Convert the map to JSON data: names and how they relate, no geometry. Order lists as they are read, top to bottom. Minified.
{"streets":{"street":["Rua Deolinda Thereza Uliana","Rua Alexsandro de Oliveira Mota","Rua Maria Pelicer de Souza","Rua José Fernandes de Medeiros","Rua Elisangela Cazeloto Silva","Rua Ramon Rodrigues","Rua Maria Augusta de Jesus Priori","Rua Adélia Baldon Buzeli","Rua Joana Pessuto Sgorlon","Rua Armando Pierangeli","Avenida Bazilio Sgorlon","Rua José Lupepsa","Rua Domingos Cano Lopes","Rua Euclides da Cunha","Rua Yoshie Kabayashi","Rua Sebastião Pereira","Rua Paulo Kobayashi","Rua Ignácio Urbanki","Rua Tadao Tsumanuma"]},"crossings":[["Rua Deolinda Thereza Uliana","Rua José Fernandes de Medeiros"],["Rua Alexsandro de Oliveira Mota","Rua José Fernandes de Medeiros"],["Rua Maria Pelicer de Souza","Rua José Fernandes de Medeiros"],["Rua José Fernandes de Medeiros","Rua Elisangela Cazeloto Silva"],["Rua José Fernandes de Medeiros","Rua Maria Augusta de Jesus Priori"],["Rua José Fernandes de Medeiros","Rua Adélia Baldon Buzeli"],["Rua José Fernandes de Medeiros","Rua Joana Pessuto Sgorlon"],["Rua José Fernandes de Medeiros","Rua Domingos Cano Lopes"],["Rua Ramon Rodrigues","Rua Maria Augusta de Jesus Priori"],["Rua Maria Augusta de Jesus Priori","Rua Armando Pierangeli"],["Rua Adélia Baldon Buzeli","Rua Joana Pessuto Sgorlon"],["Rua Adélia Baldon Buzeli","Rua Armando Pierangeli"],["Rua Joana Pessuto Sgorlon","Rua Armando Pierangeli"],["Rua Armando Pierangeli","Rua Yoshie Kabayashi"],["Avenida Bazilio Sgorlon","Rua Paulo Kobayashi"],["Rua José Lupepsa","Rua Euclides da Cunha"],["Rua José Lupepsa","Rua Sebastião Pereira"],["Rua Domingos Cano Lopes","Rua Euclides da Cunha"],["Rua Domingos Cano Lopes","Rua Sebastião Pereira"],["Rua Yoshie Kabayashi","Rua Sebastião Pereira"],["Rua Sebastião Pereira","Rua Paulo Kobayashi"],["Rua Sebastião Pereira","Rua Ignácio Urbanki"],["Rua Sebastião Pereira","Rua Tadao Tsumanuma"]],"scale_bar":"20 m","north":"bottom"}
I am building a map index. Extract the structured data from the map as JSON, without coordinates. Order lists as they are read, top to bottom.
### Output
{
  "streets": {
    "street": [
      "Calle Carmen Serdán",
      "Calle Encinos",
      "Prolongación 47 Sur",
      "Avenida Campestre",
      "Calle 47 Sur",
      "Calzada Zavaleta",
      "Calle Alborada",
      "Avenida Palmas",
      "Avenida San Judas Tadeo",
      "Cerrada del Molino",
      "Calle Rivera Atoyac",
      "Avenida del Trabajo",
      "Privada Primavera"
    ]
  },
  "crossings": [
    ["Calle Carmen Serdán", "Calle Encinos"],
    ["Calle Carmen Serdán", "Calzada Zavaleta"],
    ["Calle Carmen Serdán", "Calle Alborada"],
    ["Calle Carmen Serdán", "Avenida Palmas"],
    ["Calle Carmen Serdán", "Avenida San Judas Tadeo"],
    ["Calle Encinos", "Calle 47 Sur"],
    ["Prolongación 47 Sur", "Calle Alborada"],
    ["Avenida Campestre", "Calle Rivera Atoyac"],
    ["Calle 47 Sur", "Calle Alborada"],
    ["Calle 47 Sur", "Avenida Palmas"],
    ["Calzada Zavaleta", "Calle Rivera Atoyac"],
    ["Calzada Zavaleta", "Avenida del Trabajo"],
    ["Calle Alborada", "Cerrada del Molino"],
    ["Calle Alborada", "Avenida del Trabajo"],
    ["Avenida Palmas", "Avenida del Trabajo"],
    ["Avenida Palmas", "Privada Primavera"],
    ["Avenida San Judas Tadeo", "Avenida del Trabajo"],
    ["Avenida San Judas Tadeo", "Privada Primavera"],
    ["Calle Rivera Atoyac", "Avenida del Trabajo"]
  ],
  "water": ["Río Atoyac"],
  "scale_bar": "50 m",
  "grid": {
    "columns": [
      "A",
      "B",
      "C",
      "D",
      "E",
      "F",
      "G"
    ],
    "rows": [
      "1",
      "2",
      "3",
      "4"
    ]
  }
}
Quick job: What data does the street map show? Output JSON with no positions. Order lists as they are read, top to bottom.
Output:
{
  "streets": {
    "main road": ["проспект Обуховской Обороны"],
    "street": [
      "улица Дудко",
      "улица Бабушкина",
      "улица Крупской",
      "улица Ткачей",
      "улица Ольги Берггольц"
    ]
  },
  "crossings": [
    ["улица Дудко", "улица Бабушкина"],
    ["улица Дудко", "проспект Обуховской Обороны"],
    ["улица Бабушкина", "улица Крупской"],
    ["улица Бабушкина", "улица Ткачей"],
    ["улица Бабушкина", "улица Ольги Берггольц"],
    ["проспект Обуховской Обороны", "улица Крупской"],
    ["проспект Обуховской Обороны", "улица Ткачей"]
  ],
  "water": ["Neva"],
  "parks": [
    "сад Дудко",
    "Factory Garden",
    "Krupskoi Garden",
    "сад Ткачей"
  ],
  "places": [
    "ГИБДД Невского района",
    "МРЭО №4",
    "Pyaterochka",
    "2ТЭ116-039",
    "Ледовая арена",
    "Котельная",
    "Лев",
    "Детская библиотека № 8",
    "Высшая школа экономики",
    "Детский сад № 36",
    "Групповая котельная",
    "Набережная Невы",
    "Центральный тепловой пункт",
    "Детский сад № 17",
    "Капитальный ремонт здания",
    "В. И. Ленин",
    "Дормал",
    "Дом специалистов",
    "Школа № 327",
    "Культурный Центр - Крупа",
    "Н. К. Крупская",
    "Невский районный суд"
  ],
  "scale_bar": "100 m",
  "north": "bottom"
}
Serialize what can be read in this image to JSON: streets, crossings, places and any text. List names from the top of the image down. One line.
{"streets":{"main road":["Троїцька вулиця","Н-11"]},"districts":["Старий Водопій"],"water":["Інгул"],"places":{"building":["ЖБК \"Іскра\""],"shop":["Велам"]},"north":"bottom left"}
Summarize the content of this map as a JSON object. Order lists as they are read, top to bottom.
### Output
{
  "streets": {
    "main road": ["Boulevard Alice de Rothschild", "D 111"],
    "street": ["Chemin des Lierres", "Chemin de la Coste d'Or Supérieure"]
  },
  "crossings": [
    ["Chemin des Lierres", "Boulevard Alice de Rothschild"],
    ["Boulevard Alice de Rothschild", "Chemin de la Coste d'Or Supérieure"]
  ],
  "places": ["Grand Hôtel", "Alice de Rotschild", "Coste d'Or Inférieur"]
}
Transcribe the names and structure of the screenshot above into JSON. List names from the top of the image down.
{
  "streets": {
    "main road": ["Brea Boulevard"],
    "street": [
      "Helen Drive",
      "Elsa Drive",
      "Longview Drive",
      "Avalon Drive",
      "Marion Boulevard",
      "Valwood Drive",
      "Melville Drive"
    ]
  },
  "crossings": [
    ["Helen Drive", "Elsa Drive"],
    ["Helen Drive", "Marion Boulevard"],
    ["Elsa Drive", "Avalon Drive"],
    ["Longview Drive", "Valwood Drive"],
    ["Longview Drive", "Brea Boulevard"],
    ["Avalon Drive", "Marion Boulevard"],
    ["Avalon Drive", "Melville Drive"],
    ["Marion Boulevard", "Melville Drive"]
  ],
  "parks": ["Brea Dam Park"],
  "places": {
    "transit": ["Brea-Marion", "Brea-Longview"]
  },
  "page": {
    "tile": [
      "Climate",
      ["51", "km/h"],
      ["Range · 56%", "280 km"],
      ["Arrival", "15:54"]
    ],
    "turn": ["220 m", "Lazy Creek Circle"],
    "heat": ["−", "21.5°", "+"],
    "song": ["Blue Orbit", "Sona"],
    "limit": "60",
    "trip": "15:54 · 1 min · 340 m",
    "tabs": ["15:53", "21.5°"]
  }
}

++++++++++

[EXERCISE REQUIREMENTS]: Going through the records above line by line, tally those with the word "Campestre" and answer with the number only.

[FINISHED EXERCISE]: 2